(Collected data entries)
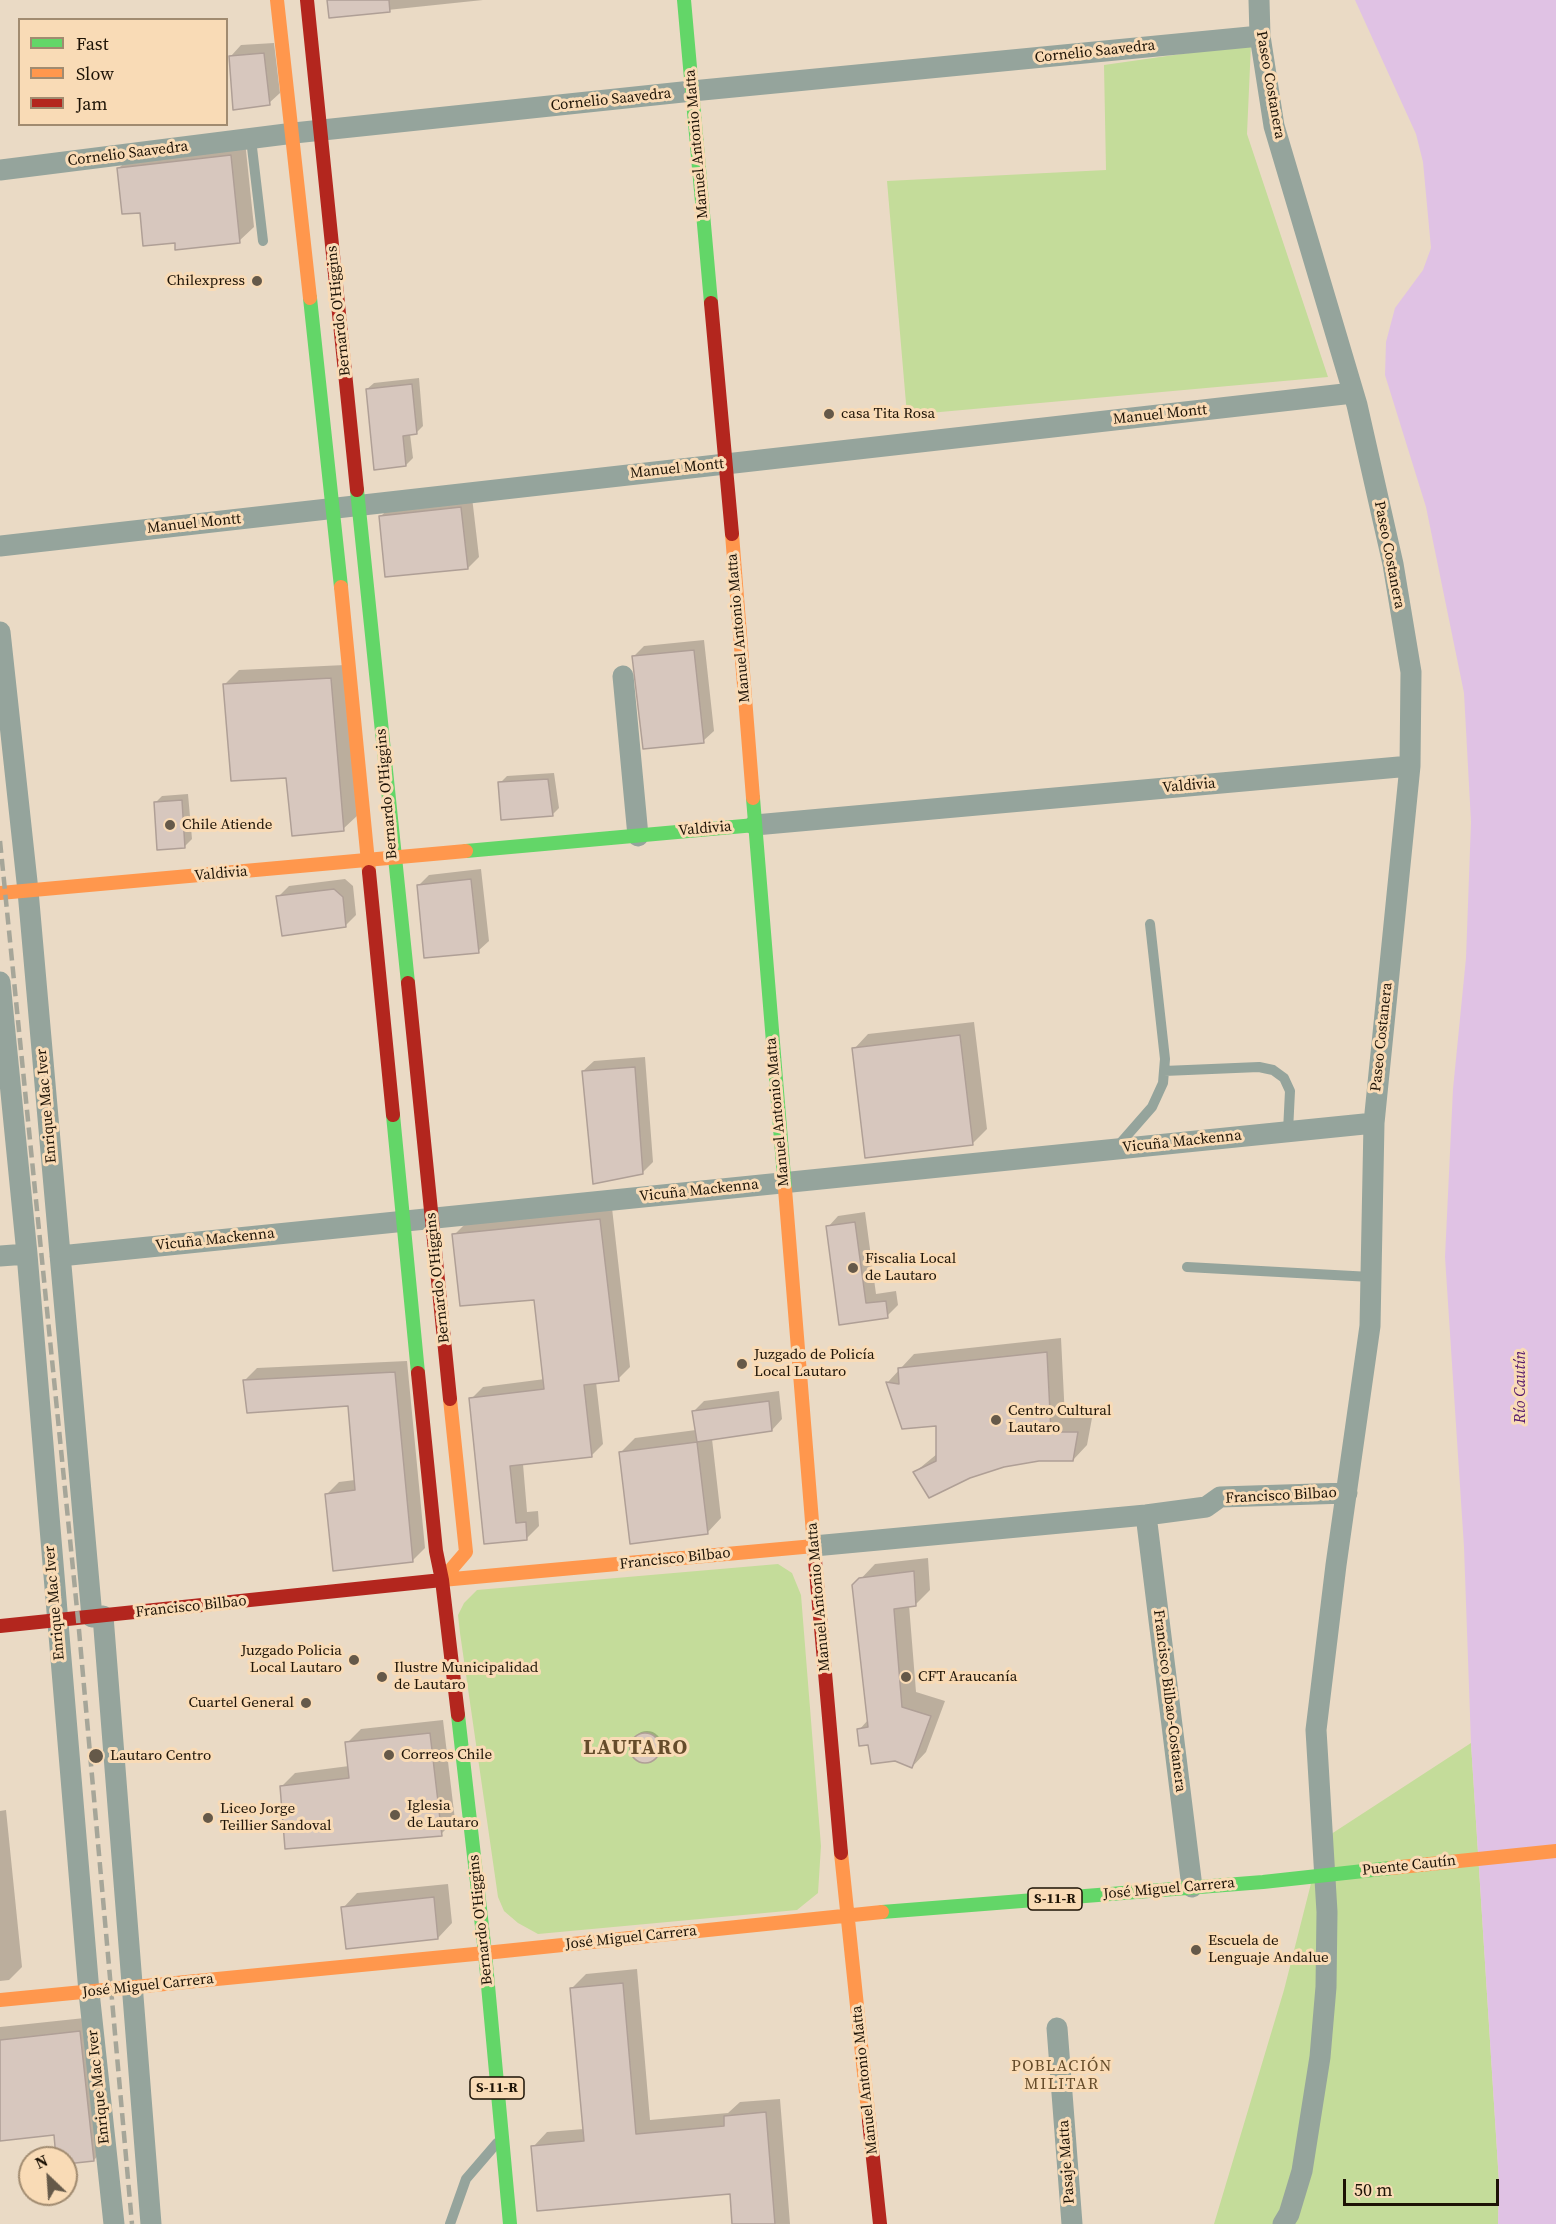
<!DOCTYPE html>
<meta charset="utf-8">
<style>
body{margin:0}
#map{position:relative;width:1556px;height:2224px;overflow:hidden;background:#eadac5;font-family:"Source Serif 4",serif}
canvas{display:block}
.legend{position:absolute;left:18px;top:18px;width:210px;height:108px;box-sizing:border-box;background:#f9dbb6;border:2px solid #a18b70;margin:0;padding:8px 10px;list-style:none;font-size:18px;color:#1d1306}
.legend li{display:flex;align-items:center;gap:12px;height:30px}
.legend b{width:30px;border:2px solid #a18b70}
.north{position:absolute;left:18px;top:2146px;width:60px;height:60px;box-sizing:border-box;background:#f9dbb6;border:2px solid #a18b70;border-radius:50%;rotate:335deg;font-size:16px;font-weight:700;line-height:24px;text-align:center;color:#1d1306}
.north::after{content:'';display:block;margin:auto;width:21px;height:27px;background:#655949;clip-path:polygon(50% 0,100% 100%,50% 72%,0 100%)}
.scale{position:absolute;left:1343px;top:2179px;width:156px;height:27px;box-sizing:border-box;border:3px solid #1d1306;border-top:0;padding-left:8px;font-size:18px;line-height:21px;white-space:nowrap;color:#1d1306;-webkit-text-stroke:4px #f9dbb6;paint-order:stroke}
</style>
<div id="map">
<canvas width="1556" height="2224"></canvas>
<ul class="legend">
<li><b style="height:8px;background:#63d668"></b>Fast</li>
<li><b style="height:8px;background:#ff974d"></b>Slow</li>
<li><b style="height:8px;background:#b3261e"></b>Jam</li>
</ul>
<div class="north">N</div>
<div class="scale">50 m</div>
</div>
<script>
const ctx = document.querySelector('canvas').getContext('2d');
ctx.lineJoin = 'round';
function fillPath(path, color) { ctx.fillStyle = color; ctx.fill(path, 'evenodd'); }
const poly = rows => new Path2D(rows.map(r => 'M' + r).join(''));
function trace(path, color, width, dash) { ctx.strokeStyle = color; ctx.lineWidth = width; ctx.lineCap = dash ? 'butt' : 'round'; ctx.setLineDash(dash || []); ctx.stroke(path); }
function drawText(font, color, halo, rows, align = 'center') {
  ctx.font = font + ' "Source Serif 4",serif'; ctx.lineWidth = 6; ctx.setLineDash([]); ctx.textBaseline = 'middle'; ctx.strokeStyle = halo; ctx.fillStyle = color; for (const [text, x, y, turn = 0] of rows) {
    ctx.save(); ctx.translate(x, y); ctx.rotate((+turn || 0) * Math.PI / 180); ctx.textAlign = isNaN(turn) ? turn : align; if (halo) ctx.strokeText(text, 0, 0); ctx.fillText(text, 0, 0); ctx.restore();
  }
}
fillPath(poly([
 [1251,44,1247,134,1328,377,907,415,887,181,1106,170,1104,65],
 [778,1564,792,1573,801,1595,821,1846,818,1893,797,1910,538,1934,518,1923,504,1911,498,1897,460,1633,458,1615,464,1603,477,1590],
 [1471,1743,1499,2182,1498,2224,1214,2224,1284,1990,1322,1840]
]), '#c4dc9a');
fillPath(poly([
 [1355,0,1556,0,1556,2224,1498,2224,1499,2182,1471,1743,1464,1547,1445,1257,1453,1089,1466,958,1471,822,1464,693,1426,507,1385,375,1386,342,1395,308,1423,270,1431,248,1423,162,1416,134]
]), '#e0c2e4');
fillPath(poly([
 [328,0,483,0,330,16],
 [274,43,280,93,269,103,231,56,241,45],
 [245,141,254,227,239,241,141,211,118,169,133,154],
 [419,378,423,426,416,433,410,434,413,458,406,465,367,389,374,383],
 [472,497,479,557,468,568,380,517,391,506],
 [704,640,714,731,703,741,633,657,644,646],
 [345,665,358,815,343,829,287,776,224,685,239,670],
 [554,773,559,808,552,815,500,783,507,776],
 [188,794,192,839,185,846,155,803,162,796],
 [481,869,489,941,478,951,418,886,429,875],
 [345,879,353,886,356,915,345,926,278,897,289,886],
 [974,1022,987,1129,972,1144,854,1049,868,1034],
 [645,1057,653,1162,642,1173,583,1071,594,1061],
 [612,1208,630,1367,618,1379,596,1382,603,1444,591,1456,523,1464,527,1512,538,1511,539,1526,527,1538,485,1542,471,1399,483,1387,545,1379,536,1298,454,1235,466,1223],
 [865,1212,876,1294,896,1291,898,1305,887,1316,841,1323,828,1227,838,1216],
 [1061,1338,1065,1418,1092,1418,1087,1445,1073,1460,1039,1459,915,1472,937,1454,937,1424,888,1382,914,1354],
 [407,1361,425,1548,412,1561,327,1494,339,1482,355,1480,350,1404,245,1380,257,1368],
 [779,1391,782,1419,772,1430,712,1439,721,1518,707,1533,621,1452,635,1438,696,1430,693,1412,704,1401],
 [928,1558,930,1590,915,1605,909,1605,916,1692,945,1701,926,1752,912,1767,870,1743,859,1730,868,1720,854,1586,875,1564],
 [443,1720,455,1820,441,1834,281,1787,295,1773,349,1766,347,1743,361,1729],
 '632 1746a15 15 0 1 1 30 0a15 15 0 1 1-30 0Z',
 [6,1810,22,1967,9,1980,0,1981,0,1811],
 [448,1884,452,1923,438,1938,343,1908,357,1893],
 [637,1969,650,2120,728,2113,740,2102,780,2099,790,2224,734,2224,731,2192,533,2147,547,2132,584,2129,572,1988,586,1974],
 [94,2017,108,2145,94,2160,66,2163,66,2158,58,2158,55,2133,0,2139,0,2027]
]), '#0003');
const building = poly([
 [327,0,389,0,390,12,329,18,327,0],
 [264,53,270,105,233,110,229,56,264,53],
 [231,155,240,243,175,250,175,243,143,246,140,213,122,214,117,168,231,155],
 [412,384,417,434,403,436,406,466,374,470,366,389,412,384],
 [461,507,468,569,385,577,379,516,461,507],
 [694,650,704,743,643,749,632,656,694,650],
 [331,678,344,831,292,836,286,778,231,781,223,684,331,678],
 [548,779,553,816,501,820,498,782,548,779],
 [182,800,185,848,157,850,154,802,182,800],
 [471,879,479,953,424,958,417,885,471,879],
 [334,889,343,897,346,927,282,936,276,896,334,889],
 [960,1035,973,1145,865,1158,852,1048,960,1035],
 [635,1067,643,1174,593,1184,582,1071,635,1067],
 [600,1219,619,1381,584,1385,592,1457,510,1466,516,1523,526,1522,527,1540,484,1544,469,1398,544,1389,534,1300,460,1306,452,1234,600,1219],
 [855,1222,866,1303,886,1301,888,1318,839,1325,826,1226,855,1222],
 [1047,1352,1051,1432,1078,1432,1073,1461,1039,1461,1004,1467,970,1478,929,1498,913,1472,936,1461,936,1426,902,1429,886,1382,899,1384,898,1368,1047,1352],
 [395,1372,413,1562,333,1571,325,1494,355,1490,348,1406,247,1413,243,1380,395,1372],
 [769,1401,772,1431,697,1442,692,1411,769,1401],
 [697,1442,708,1534,630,1544,619,1452,697,1442],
 [914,1571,916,1606,894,1609,902,1707,931,1716,912,1768,895,1761,871,1764,868,1745,859,1746,857,1729,868,1727,852,1585,859,1578,914,1571],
 '630 1748a15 15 0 1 1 30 0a15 15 0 1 1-30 0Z',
 [430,1733,442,1836,285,1849,280,1786,349,1778,345,1742,430,1733],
 [434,1897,438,1939,346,1949,341,1907,434,1897],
 [623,1983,636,2134,724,2126,724,2116,766,2112,775,2224,732,2224,730,2194,537,2211,531,2146,584,2141,570,1988,623,1983],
 [80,2031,94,2161,66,2164,66,2158,56,2158,54,2135,0,2141,0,2040,80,2031]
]);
fillPath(building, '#d7c7be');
trace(building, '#af9f96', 1.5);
trace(poly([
 [251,139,263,241],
 [1164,1071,1259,1067,1273,1070,1284,1078,1290,1091,1288,1131],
 [1117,1147,1152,1107,1163,1083,1165,1059,1150,924],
 [1187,1267,1371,1277],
 [450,2224,466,2179,497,2143]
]), '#95a49c', 10);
trace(poly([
 [1259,0,1260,36,1274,126,1357,405,1393,564,1411,672,1410,766,1374,1123,1370,1326,1336,1565,1316,1730,1327,1912,1326,1987,1320,2057,1302,2171,1289,2214,1283,2224],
 [0,170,294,133,692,91,1260,36],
 [0,546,1353,393],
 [0,632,28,891,92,1617],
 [623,676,638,836],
 [755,825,1410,766],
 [0,982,27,1254,89,1992,114,2224],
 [0,1256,27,1254],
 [60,1256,1374,1123],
 [1146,1515,1192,1887],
 [814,1546,1146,1515,1206,1507,1220,1497,1347,1493],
 [103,1616,151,2224],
 [1057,2028,1072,2224]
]), '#95a49c', 21);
trace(poly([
 [684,0,711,303],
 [310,298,341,587],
 [357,490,408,983],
 [753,798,785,1189],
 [466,851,755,825],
 [393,1115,418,1373],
 [458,1715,485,1953,510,2224],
 [882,1912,1263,1882,1391,1868]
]), '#63d668', 14);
trace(poly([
 [277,0,310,298],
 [732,534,753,798],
 [341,587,369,872],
 [0,893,466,851],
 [785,1189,814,1546],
 [442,1580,466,1552,450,1399],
 [442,1580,814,1546,815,1560],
 [841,1853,869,2121],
 [1391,1868,1556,1851],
 [485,1953,882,1912],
 [0,2000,485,1953]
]), '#ff974d', 14);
trace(poly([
 [307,0,357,490],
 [711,303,732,534],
 [369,872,393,1115],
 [408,983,450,1399],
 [418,1373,436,1551,442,1580,458,1715],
 [815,1560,841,1853],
 [0,1626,442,1580],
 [869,2121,880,2224]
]), '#b3261e', 14);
trace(poly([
 [0,841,78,1619,132,2224]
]), '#a6a699', 4.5, [12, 6]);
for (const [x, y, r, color] of [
 [257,281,6,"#655949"],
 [829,414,6,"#655949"],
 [170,825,6,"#655949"],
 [853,1268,6,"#655949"],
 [742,1364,6,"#655949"],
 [996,1420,6,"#655949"],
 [354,1660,6,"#655949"],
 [382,1677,6,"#655949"],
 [906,1677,6,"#655949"],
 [306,1703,6,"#655949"],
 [389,1755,6,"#655949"],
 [96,1756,8,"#655949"],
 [395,1815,6,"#655949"],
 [208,1818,6,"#655949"],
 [1196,1950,6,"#655949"]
]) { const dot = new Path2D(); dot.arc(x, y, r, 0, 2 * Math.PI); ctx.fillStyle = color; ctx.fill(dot); trace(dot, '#f9dbb6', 2); }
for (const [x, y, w] of [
 [1055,1899,54],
 [497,2088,54]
]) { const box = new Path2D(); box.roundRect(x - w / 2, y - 11, w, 22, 4.5); ctx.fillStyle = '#f9dbb6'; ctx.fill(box); trace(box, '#1d1306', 1.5); }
drawText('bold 14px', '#1d1306', null, [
 ["S-11-R",1055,1899],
 ["S-11-R",497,2088]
]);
drawText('15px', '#1d1306', '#f9dbb6', [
 ["Cornelio Saavedra",1095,52,-6],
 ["Paseo Costanera",1270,85,80],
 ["Cornelio Saavedra",611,100,-6],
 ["Manuel Antonio Matta",697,144,-95],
 ["Cornelio Saavedra",128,154,-7],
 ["Bernardo O'Higgins",339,311,-96],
 ["Manuel Montt",1160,415,-6],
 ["Manuel Montt",677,469,-6],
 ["Manuel Montt",194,524,-6],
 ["Paseo Costanera",1389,555,79],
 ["Manuel Antonio Matta",739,628,-95],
 ["Valdivia",1189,786,-5],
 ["Bernardo O'Higgins",387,794,-95],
 ["Valdivia",705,829,-5],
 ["Valdivia",221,874,-5],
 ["Paseo Costanera",1382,1037,-84],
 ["Enrique Mac Iver",47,1106,-95],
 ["Manuel Antonio Matta",778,1112,-95],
 ["Vicuña Mackenna",1182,1142,-6],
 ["Vicuña Mackenna",699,1191,-6],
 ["Vicuña Mackenna",215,1240,-6],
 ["Bernardo O'Higgins",438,1278,-96],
 ["Francisco Bilbao",1281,1496,-3],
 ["Francisco Bilbao",675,1559,-6],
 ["Manuel Antonio Matta",819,1597,-95],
 ["Enrique Mac Iver",55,1603,-95],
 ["Francisco Bilbao",191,1607,-6],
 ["Francisco Bilbao-Costanera",1169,1701,83],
 ["Puente Cautín",1409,1866,-6],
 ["José Miguel Carrera",1169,1889,-5],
 ["Bernardo O'Higgins",481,1920,-96],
 ["José Miguel Carrera",631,1938,-6],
 ["José Miguel Carrera",148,1986,-6],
 ["Manuel Antonio Matta",865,2080,-96],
 ["Enrique Mac Iver",99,2087,-96],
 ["Pasaje Matta",1067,2162,-94]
]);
drawText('15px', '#1d1306', '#f9dbb6', [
 ["Chilexpress",245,281,"right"],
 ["casa Tita Rosa",841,414],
 ["Chile Atiende",182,825],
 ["Fiscalia Local",865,1259],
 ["de Lautaro",865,1276],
 ["Juzgado de Policía",754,1355],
 ["Local Lautaro",754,1372],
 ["Centro Cultural",1008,1411],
 ["Lautaro",1008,1428],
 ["Juzgado Policia",342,1651,"right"],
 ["Local Lautaro",342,1668,"right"],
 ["Ilustre Municipalidad",394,1668],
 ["de Lautaro",394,1685],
 ["CFT Araucanía",918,1677],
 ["Cuartel General",294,1703,"right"],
 ["Correos Chile",401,1755],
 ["Lautaro Centro",110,1756],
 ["Iglesia",407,1806],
 ["de Lautaro",407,1823],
 ["Liceo Jorge",220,1809],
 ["Teillier Sandoval",220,1826],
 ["Escuela de",1208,1941],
 ["Lenguaje Andalue",1208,1958]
], 'left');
drawText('italic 16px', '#51156b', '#f9dbb6', [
 ["Río Cautín",1521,1387,-90]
]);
ctx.letterSpacing = '1.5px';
drawText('16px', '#654c2b', '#f9dbb6', [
 ["POBLACIÓN",1062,2067],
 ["MILITAR",1062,2085]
]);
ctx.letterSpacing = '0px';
ctx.letterSpacing = '1.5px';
drawText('bold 21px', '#654c2b', '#f9dbb6', [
 ["LAUTARO",636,1749]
]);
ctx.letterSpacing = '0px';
</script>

| Exercise objective |
Tally up the lines of the data above where the string "canvas" appears, and give only the count.

| Written answer |
3